» **Aim of the exercise**:
Go through the data and copy every line in which "lane" appears.

» **Dataset entries**:
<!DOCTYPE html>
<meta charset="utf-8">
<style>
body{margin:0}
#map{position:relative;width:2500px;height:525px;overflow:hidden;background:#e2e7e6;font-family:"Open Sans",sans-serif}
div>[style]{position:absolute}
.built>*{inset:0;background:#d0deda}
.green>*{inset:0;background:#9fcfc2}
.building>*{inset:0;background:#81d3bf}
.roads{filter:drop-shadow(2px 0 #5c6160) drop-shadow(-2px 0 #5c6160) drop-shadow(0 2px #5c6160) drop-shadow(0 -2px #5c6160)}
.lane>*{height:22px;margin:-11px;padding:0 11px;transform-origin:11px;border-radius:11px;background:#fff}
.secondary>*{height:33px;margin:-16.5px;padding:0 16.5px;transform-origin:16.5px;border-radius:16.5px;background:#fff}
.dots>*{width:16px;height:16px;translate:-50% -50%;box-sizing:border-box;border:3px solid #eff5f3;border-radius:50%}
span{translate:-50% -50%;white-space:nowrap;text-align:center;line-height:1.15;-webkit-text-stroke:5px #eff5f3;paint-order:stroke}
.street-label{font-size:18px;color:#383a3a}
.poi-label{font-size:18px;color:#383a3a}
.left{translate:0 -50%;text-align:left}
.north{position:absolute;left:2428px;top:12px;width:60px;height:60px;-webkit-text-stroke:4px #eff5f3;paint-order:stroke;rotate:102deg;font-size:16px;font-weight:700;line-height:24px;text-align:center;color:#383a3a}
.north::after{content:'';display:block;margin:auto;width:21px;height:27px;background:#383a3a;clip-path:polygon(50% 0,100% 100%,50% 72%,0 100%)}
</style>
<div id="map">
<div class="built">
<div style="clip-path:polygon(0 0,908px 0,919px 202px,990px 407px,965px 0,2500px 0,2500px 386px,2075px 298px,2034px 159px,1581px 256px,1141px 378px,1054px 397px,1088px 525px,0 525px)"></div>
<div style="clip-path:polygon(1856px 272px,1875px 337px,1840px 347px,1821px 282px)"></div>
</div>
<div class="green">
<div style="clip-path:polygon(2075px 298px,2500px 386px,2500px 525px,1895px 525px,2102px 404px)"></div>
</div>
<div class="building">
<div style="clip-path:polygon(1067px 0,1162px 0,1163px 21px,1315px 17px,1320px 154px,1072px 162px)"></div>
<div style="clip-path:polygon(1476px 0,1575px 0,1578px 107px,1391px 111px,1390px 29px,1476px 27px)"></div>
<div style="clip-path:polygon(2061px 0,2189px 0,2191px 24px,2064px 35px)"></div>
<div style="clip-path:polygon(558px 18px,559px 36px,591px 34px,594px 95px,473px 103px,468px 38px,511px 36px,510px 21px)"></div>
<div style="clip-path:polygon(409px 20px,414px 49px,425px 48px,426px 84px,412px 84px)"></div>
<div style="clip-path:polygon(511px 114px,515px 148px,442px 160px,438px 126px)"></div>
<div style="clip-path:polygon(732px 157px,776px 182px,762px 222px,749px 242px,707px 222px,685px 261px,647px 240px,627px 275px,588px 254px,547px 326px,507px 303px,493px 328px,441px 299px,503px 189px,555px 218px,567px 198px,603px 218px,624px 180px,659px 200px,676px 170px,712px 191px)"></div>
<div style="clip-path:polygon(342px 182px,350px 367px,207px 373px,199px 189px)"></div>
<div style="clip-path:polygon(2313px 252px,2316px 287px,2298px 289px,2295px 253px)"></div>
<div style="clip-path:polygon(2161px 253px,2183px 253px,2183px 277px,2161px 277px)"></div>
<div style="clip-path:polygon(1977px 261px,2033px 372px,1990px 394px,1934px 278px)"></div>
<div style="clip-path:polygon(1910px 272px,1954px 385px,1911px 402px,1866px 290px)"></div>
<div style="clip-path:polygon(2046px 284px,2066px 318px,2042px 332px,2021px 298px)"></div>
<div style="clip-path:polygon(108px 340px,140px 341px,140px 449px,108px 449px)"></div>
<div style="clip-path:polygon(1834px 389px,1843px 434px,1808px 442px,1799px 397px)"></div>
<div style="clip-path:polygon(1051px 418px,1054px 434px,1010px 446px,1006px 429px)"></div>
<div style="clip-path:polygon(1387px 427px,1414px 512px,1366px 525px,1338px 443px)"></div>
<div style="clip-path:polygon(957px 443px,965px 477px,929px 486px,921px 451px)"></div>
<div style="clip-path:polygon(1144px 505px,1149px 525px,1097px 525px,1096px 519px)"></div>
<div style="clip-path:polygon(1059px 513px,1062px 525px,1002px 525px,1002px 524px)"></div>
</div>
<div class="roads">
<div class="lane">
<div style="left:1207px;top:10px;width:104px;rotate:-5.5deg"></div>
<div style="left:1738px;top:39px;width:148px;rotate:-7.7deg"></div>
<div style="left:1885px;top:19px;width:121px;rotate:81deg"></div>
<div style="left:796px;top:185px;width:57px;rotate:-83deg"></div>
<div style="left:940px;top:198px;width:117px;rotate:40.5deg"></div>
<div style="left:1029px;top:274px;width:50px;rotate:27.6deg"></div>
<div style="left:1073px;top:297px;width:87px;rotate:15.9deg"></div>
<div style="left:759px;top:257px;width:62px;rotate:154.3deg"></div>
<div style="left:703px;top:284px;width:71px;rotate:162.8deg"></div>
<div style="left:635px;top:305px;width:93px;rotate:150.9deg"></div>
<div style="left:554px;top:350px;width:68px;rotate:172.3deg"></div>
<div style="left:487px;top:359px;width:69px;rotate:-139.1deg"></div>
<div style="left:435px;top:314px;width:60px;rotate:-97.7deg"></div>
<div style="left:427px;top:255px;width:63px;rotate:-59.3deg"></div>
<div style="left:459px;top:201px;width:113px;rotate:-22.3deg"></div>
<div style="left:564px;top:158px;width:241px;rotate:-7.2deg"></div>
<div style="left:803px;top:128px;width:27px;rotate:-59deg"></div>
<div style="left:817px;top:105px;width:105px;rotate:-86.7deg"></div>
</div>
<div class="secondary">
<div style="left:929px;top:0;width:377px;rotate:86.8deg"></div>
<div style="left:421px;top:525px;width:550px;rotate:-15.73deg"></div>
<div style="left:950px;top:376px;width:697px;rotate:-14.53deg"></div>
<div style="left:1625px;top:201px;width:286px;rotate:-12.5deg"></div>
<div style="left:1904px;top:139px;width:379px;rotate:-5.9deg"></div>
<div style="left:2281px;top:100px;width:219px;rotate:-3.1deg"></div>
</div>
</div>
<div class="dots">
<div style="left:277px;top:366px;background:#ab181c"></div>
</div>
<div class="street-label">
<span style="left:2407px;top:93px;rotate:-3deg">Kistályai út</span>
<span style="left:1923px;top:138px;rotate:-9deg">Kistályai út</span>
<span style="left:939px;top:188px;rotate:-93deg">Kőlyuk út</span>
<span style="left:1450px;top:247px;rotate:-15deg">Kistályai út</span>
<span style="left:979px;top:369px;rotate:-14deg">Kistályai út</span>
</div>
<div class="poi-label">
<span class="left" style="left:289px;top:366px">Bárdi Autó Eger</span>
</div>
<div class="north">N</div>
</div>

» **Response area**:
.lane>*{height:22px;margin:-11px;padding:0 11px;transform-origin:11px;border-radius:11px;background:#fff}
<div class="lane">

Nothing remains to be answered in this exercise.